I decide I'm ready. And I wait. Maybe they'll finish and go away. Alas. Even the most confrontational among us have these hesitations.

"What if something really terrible just happened?" I argue with myself. "Not like she broke up with her boyfriend [in truth, my first guess] but like someone died or just just got mugged in the street or she lost her job? Am I really so heartless as to interrupt this conversation?

I decide to let it run its course.

Fifteen minutes later, my practical side wins out over my compassionate side. I'm very awake by now. "Don't these people have an apartment? Or at least, go outside. People are trying to sleep here, after all. Maybe they don't even realize that others can hear them."

It's this false sense of civic duty that finally wins the battle. They deserve to know they can be heard, and we (the people in the bedrooms above and below me) deserve for them to be told. What this distraught couple DOES with their newly acquired information is up to them.

And so, waiting for the next swell of volume in the drama below, I stick my head out the window and say in my best sing-songy whine, "Senorita, por favor! Queremos dormir..."

I have forgotten in the moment the line about it being early. But I think the rest went well. It's too dark to see the woman's face, but I can tell she's looking up at me when she says in English, "I'm sorry."

Slightly disgruntled at the backhanded insult of replying to my Spanish with English, I settled back down into my bed. I console myself with the thought that, perhaps if nothing else, this poor woman will get a bit of joy from giggling at my poor Spanish. And I snuggle down to go back to sleep.

But I cannot. Sadly, I am wide awake by this point in my mid-night drama and hence, I sit at my dining room table, posting a blog at 4:42 on a Saturday morning. All is quiet in my apartment save the hum of the refrigerator and the far-off noise of someone's dog barking. The lights in the city are less pretty at this hour. They all seem orangey and worn out, like they know morning is coming and so have ceased to give their full effort.

I think about my life here. Sleepless four AM is a good time for pondering. How strange it seems that I live in South America. How much I love it and miss home at the same time. My love/hate relationship with all cities I've experienced. My summer trip home and all the people I'll get to see. Next year, how I want to change and improve my classes. My students, the funny things they did this week and what I need to teach them next week. My family, warm in their beds in chilly Ohio.

Birds are starting to chirp, which is my cue. I'm going back to bed. The plan is to read until I get sleepy. I'm in the middle of my second reading of The Lord of the Rings trilogy by J. R. R. Tolkien. And it's Saturday, so I can sleep until I wake up.

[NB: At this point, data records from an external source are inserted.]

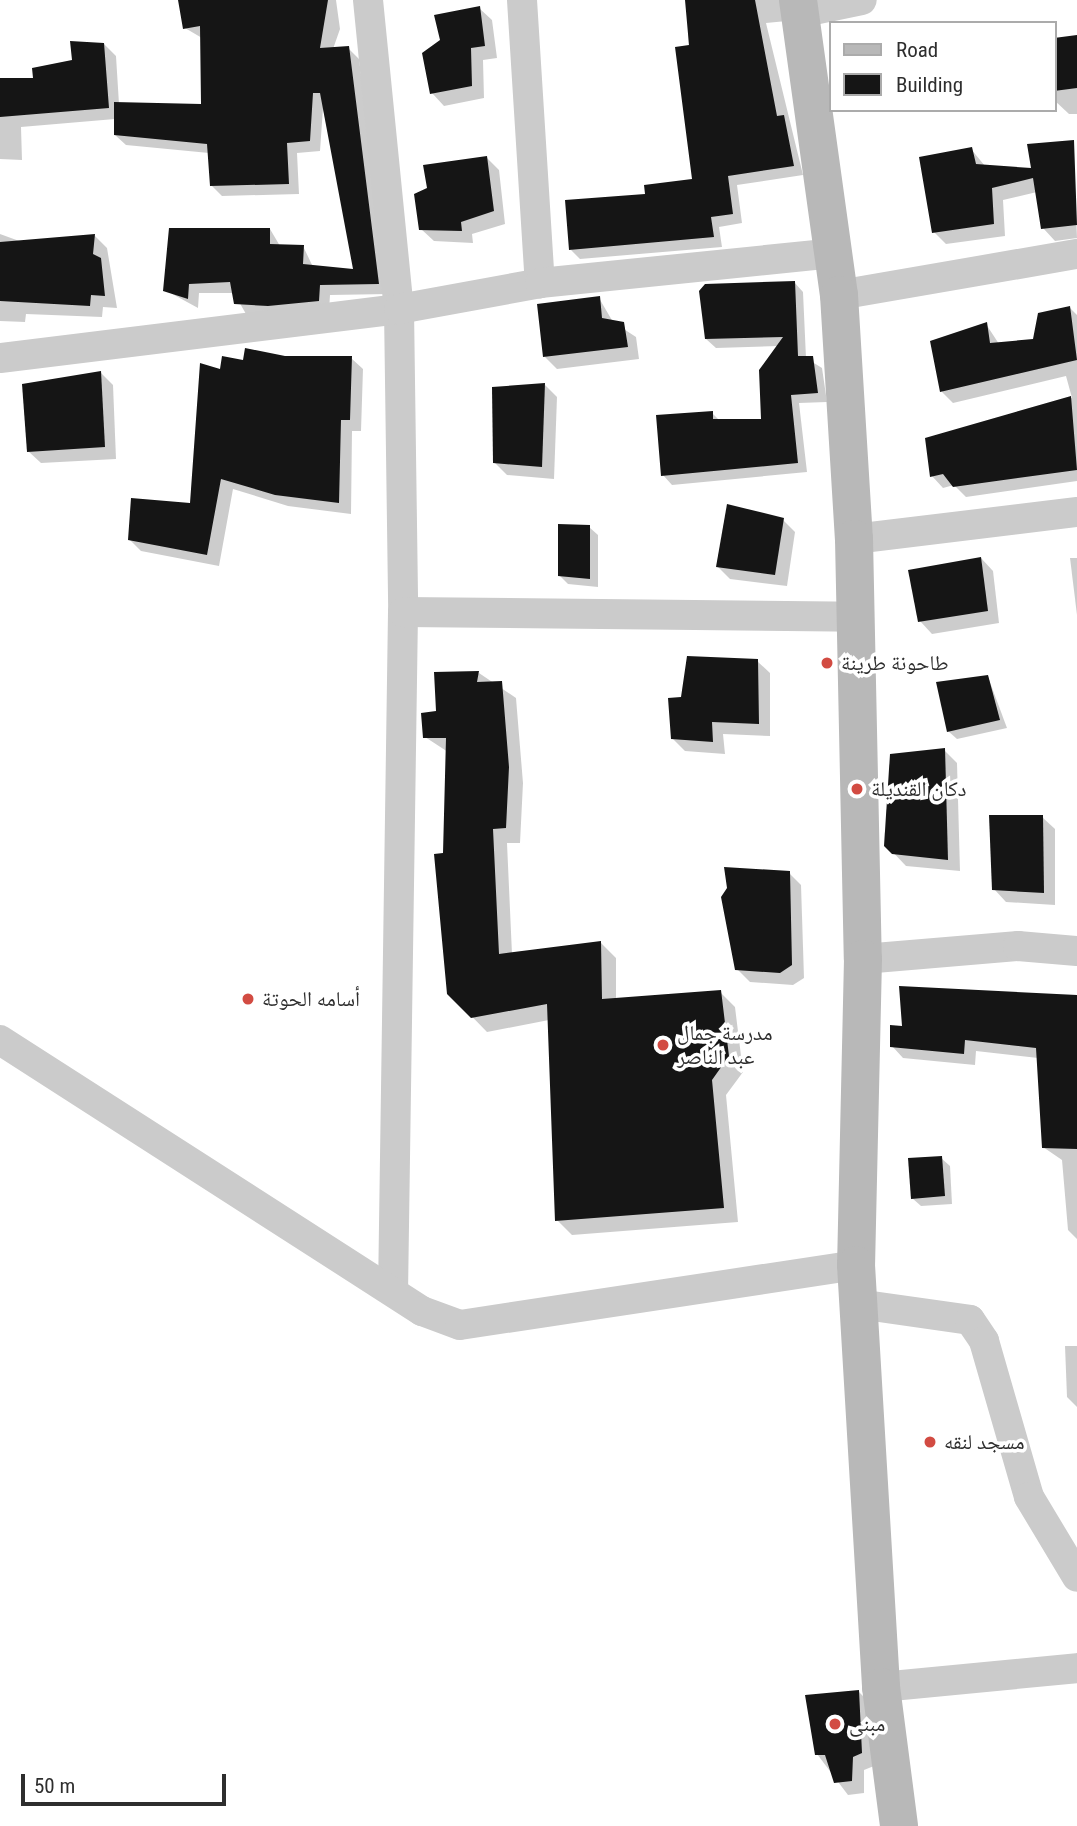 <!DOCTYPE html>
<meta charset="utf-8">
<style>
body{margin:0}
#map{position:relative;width:1077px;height:1826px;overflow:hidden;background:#fff;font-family:"Roboto Condensed","Noto Naskh Arabic",sans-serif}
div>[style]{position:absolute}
.shadow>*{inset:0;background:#0003}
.building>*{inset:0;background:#151515}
.street>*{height:30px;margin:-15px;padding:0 15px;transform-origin:15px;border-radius:15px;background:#cbcbcb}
.secondary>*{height:38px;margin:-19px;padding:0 19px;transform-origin:19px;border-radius:19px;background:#b8b8b8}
.dots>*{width:19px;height:19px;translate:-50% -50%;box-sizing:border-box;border:4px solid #fff;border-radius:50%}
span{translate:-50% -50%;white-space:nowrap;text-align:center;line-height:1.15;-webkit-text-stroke:7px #fff;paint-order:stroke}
.poi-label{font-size:21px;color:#2e2e2e}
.left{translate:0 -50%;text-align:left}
.legend{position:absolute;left:829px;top:21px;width:228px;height:91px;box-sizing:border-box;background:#fff;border:2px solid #ababab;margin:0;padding:9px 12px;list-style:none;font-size:21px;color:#2e2e2e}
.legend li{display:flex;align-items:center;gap:14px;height:35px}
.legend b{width:35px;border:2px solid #ababab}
.scale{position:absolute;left:21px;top:1774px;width:205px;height:32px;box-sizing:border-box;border:4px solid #2e2e2e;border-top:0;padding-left:9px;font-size:21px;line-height:24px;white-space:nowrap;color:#2e2e2e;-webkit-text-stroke:5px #fff;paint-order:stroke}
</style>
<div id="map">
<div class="shadow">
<div style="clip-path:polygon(180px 0,336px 0,340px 29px,333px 49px,348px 48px,359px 59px,389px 294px,330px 295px,329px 311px,246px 314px,234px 293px,199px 293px,198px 308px,165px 290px,270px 229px,280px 246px,303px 246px,313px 267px,356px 271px,323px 108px,320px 151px,297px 153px,299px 194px,222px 196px,212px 186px,209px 153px,126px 145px,115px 135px,115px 119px,21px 127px,22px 160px,0 159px,0 80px,36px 80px,104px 44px,116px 56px,119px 104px,202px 105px,202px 38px,185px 28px)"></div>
<div style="clip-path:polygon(687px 0,787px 0,787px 21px,766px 23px,803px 175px,737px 185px,742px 223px,719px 227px,722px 247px,580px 259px,571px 250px,647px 196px,694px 181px)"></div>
<div style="clip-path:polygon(479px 8px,492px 20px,497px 58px,483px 60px,484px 98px,444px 106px,432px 93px,442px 41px)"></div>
<div style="clip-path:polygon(1077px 37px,1077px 114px,1069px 114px,1054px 100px,1054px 39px)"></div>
<div style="clip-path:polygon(1073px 142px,1077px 238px,1055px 241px,1043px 228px,1037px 192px,1003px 200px,1005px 236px,946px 244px,934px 232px,971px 149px,985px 166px,1033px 170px)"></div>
<div style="clip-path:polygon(486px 157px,499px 170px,505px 224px,472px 234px,473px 243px,434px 241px,421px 229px)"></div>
<div style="clip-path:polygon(0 234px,22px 242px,95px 236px,107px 248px,117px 308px,103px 307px,102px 317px,26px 314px,25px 322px,0 321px)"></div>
<div style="clip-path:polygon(794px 282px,803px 292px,806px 358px,822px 368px,827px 402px,799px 403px,807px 472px,672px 485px,663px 475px,712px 413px,720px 421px,763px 421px,778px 346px,716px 348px,706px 339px)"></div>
<div style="clip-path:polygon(599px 298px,613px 322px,636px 337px,639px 359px,557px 369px,545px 357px)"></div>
<div style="clip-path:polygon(1070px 308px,1077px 315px,1077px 481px,966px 497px,954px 485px,943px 488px,932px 476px,927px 440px,1072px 398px,1066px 376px,953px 403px,942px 392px,986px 324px,999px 344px,1035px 340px)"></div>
<div style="clip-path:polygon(285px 357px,351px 358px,363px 369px,361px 431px,352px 431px,351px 514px,288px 506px,233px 489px,219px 566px,141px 551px,129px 539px,192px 505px,221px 371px)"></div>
<div style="clip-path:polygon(101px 373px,113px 385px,116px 459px,41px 463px,28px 451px)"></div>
<div style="clip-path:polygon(545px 385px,557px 397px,554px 479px,507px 475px,494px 462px)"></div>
<div style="clip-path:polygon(783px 520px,795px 532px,787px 586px,730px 579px,718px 567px)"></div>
<div style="clip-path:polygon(589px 527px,598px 535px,598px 587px,568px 584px,560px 576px)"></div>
<div style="clip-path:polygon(981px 558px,993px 571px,999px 623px,932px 634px,920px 621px)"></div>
<div style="clip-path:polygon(1070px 558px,1077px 558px,1077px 615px)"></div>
<div style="clip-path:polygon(757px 661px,770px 673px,770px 736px,723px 734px,725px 754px,685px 751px,672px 738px,682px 699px)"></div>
<div style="clip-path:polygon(479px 673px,516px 698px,523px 783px,520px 843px,507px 843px,512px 954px,601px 943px,616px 958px,616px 1000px,720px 992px,735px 1007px,743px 1072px,726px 1095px,738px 1222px,572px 1235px,557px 1220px,549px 1020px,487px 1032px,449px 993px,436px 855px,444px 854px,448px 752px,425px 737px,438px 713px)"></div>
<div style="clip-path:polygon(988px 677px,1007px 728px,957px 739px,948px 731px)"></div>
<div style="clip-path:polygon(944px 750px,957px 763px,960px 871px,906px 866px,886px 845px)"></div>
<div style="clip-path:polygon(1042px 817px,1055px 829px,1055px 905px,1006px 902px,994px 889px)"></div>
<div style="clip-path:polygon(789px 873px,801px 885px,804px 978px,793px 985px,750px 982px,737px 969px)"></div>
<div style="clip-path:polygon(1077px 997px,1077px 1239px,1068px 1230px,1062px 1160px,1043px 1147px,1038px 1058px,976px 1051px,975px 1065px,903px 1058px,892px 1046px,904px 1028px)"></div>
<div style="clip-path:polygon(941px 1158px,950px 1166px,952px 1204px,921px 1206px,912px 1198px)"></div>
<div style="clip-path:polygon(1065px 1346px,1077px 1346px,1077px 1407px,1067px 1397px)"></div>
<div style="clip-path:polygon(859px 1692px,871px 1704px,874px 1766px,864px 1770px,864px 1793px,848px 1795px,817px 1754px)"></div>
</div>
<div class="building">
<div style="clip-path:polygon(178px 0,328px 0,320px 48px,349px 46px,379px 284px,320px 285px,319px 301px,268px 306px,234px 304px,230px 282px,189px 284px,188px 299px,163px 291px,169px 228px,270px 228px,270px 244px,304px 245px,303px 264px,353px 269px,320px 93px,313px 93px,310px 141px,287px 143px,289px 184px,210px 186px,207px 144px,114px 135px,114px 102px,201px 104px,200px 26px,183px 29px)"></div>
<div style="clip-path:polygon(685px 0,755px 0,777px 116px,784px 115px,794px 166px,728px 176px,733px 214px,711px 217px,714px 237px,569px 250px,565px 200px,645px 194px,644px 185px,692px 179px,675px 47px,689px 45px)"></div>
<div style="clip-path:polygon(480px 6px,485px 46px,471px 48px,472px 86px,430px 94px,422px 53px,440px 40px,434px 15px)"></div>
<div style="clip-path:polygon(1077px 35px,1077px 88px,1054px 91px,1054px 38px)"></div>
<div style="clip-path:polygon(70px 41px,104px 43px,109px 108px,0 117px,0 78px,33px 78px,32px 68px,72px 60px)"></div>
<div style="clip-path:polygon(1074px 140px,1077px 225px,1041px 229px,1033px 178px,992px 188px,994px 224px,932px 233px,919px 157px,972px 147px,976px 164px,1031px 168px,1027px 144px)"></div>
<div style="clip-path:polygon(487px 156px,494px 211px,461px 222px,462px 231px,419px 230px,414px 194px,427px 188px,423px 165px)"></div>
<div style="clip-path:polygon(95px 234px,93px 254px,101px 258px,105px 296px,91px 295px,90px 306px,0 301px,0 242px)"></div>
<div style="clip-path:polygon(795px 281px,798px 356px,813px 356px,818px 393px,791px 395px,798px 463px,661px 476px,656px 415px,713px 411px,713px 419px,761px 419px,759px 370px,783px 337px,705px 339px,699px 291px,705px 284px)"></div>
<div style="clip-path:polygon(600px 296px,602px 318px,624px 322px,628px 347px,543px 357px,537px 304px)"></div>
<div style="clip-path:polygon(1070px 306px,1077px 360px,940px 392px,930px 341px,987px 322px,990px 343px,1033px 339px,1038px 313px)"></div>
<div style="clip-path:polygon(245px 348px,285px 356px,352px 356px,350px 420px,341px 420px,339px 503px,275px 495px,221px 479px,207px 555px,128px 540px,131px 498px,190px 503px,200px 363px,220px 369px,222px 356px,243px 360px)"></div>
<div style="clip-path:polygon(101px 371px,105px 447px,27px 452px,22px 384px)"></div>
<div style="clip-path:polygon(545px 383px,542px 467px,493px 463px,492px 387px)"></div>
<div style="clip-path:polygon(1071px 396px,1077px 470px,953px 487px,943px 474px,930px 477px,925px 438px)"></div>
<div style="clip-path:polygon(727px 504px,784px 518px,775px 575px,716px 567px)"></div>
<div style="clip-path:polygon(558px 524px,590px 525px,590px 579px,558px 576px)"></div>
<div style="clip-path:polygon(981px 557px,988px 611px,918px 622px,908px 570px)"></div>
<div style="clip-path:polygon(687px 656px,758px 659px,759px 724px,712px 722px,713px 742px,671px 739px,668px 698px,681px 697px)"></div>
<div style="clip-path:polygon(479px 671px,477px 682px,502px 681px,509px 767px,506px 828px,493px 829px,499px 954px,601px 941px,602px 999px,721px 990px,729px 1056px,712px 1080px,724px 1208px,555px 1221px,547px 1004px,471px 1018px,447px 994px,434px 854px,443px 853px,446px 738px,423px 738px,421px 713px,436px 711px,434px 672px)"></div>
<div style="clip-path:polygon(988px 675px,1000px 720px,947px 732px,936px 682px)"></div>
<div style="clip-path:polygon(945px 748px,948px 860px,892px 854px,884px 846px,890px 754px)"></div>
<div style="clip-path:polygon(989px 815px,1043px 815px,1044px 893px,992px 890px)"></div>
<div style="clip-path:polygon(724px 867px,790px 871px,792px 965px,780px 973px,735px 970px,721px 897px,727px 888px)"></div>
<div style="clip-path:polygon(899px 986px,1077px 995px,1077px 1149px,1042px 1148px,1036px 1048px,965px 1040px,964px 1054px,890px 1047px,890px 1025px,902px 1026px)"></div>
<div style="clip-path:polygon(942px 1156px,945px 1196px,911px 1199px,908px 1158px)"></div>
<div style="clip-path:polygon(859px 1690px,862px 1753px,853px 1757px,852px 1781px,834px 1783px,825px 1755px,815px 1755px,805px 1695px)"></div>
</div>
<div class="street">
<div style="left:368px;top:0;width:311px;rotate:84.3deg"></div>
<div style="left:399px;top:309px;width:303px;rotate:89.2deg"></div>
<div style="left:403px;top:612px;width:679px;rotate:90.84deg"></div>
<div style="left:522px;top:0;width:284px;rotate:86.4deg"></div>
<div style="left:799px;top:13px;width:64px;rotate:-11.7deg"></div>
<div style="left:839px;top:295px;width:242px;rotate:-9.8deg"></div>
<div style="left:0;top:358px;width:402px;rotate:-7deg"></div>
<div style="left:399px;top:309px;width:143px;rotate:-10.4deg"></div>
<div style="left:540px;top:283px;width:295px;rotate:-5.8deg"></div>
<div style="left:854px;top:539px;width:225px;rotate:-6.9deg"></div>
<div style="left:403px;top:612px;width:455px;rotate:0.6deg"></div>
<div style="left:863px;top:959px;width:156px;rotate:-4.8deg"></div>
<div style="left:1018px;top:946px;width:59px;rotate:4.8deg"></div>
<div style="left:0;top:1040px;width:502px;rotate:32.71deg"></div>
<div style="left:422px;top:1311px;width:40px;rotate:20.2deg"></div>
<div style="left:460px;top:1325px;width:401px;rotate:-8.6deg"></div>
<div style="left:858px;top:1304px;width:113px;rotate:8.1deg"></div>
<div style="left:970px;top:1320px;width:25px;rotate:56deg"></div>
<div style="left:984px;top:1341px;width:162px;rotate:73.9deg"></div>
<div style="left:1029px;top:1497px;width:93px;rotate:59deg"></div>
<div style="left:881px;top:1687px;width:197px;rotate:-5.5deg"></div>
</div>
<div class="secondary">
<div style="left:798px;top:0;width:298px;rotate:82.1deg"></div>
<div style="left:839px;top:295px;width:244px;rotate:86.5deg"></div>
<div style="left:854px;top:539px;width:420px;rotate:88.8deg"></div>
<div style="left:863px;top:959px;width:306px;rotate:91.3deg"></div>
<div style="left:856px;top:1265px;width:423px;rotate:86.6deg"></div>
<div style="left:881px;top:1687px;width:140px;rotate:82.6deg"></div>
</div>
<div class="dots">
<div style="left:827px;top:663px;background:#d24b42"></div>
<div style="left:857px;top:789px;background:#d24b42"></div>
<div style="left:248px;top:999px;background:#d24b42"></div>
<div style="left:663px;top:1045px;background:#d24b42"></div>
<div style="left:930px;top:1442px;background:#d24b42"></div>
<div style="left:835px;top:1724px;background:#d24b42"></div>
</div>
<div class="poi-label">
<span class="left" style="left:841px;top:663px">طاحونة طرينة</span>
<span class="left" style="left:871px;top:789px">دكان القنديلة</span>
<span class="left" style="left:262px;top:999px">أسامه الحوتة</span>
<span class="left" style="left:677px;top:1045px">مدرسة جمال<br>عبد الناصر</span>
<span class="left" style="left:944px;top:1442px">مسجد لنقه</span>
<span class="left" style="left:849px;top:1724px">مبنى</span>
</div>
<ul class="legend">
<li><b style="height:9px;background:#b8b8b8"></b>Road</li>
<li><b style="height:19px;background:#151515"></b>Building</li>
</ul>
<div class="scale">50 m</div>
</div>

Or am awaken by another mid-night crisis. :)

Sunday, March 8, 2009

Birthday Treasures

This is the bottle of Diet Dr. Pepper (aka, liquid gold) that my friend Sasha mailed to me for my birthday. There's something to be said for a friend who is illogical enough to spend $15 in postage to mail a $1 bottle of soda to her friend in Ecuador. Thanks, Sasha! I'm savoring the idea of it for awhile before I actually drink it. Every time I see the bottle in my cabinet, it makes me happy.


This is one of the set of two lampstands that I bought at a rummage sale a few weeks ago. They were purchased with birthday money from my grandma. Thanks, Gramma Nell! I think of you when I see my lampstands!

(sidenote: yes, the lamp looks a little sad. The wind blew it off the stand this weekend. But never fear. I'm pretty sure I can fix it as soon as I find some superglue here.


This is me with my new (used) guitar, which I purchased this week with birthday money from my dad (Thanks, Dad!). I can already "play" (loose use of that term) three songs. My fingers are starting to get callusey, which makes me feel happy. I'm excited to be able to play well enough to accompany myself when I sing. Someday.